Work request: The listing below should be reproduced exactly, with the pictures omitted.

Data section:

Start of Block

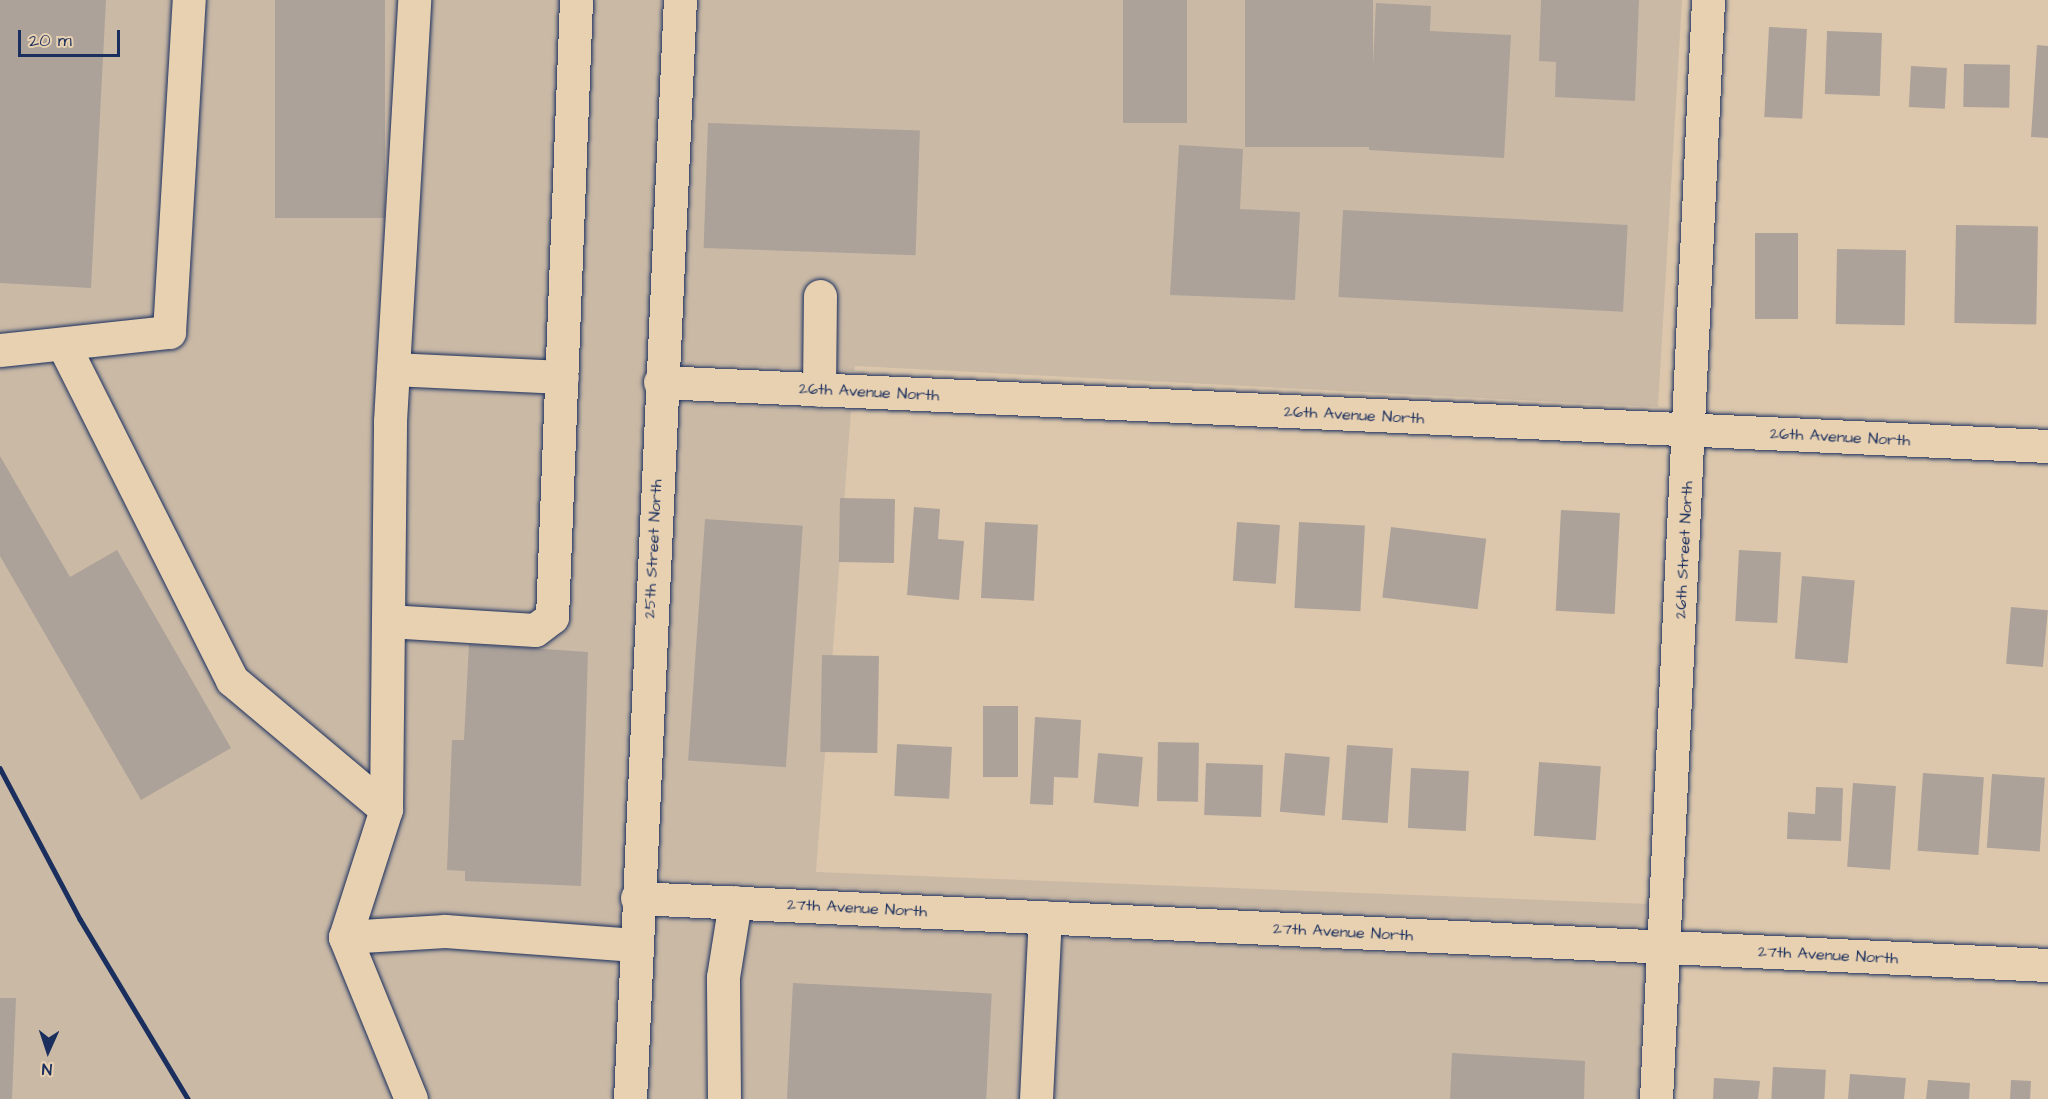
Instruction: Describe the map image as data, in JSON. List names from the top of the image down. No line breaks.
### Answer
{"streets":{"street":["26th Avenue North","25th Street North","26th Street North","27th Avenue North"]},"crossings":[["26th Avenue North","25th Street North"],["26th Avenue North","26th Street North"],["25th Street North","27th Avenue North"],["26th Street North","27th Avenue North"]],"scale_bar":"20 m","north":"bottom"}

End of Block

Answer box:
Instruction: Describe the map image as data, in JSON. List names from the top of the image down. No line breaks.
### Answer
{"streets":{"street":["26th Avenue North","25th Street North","26th Street North","27th Avenue North"]},"crossings":[["26th Avenue North","25th Street North"],["26th Avenue North","26th Street North"],["25th Street North","27th Avenue North"],["26th Street North","27th Avenue North"]],"scale_bar":"20 m","north":"bottom"}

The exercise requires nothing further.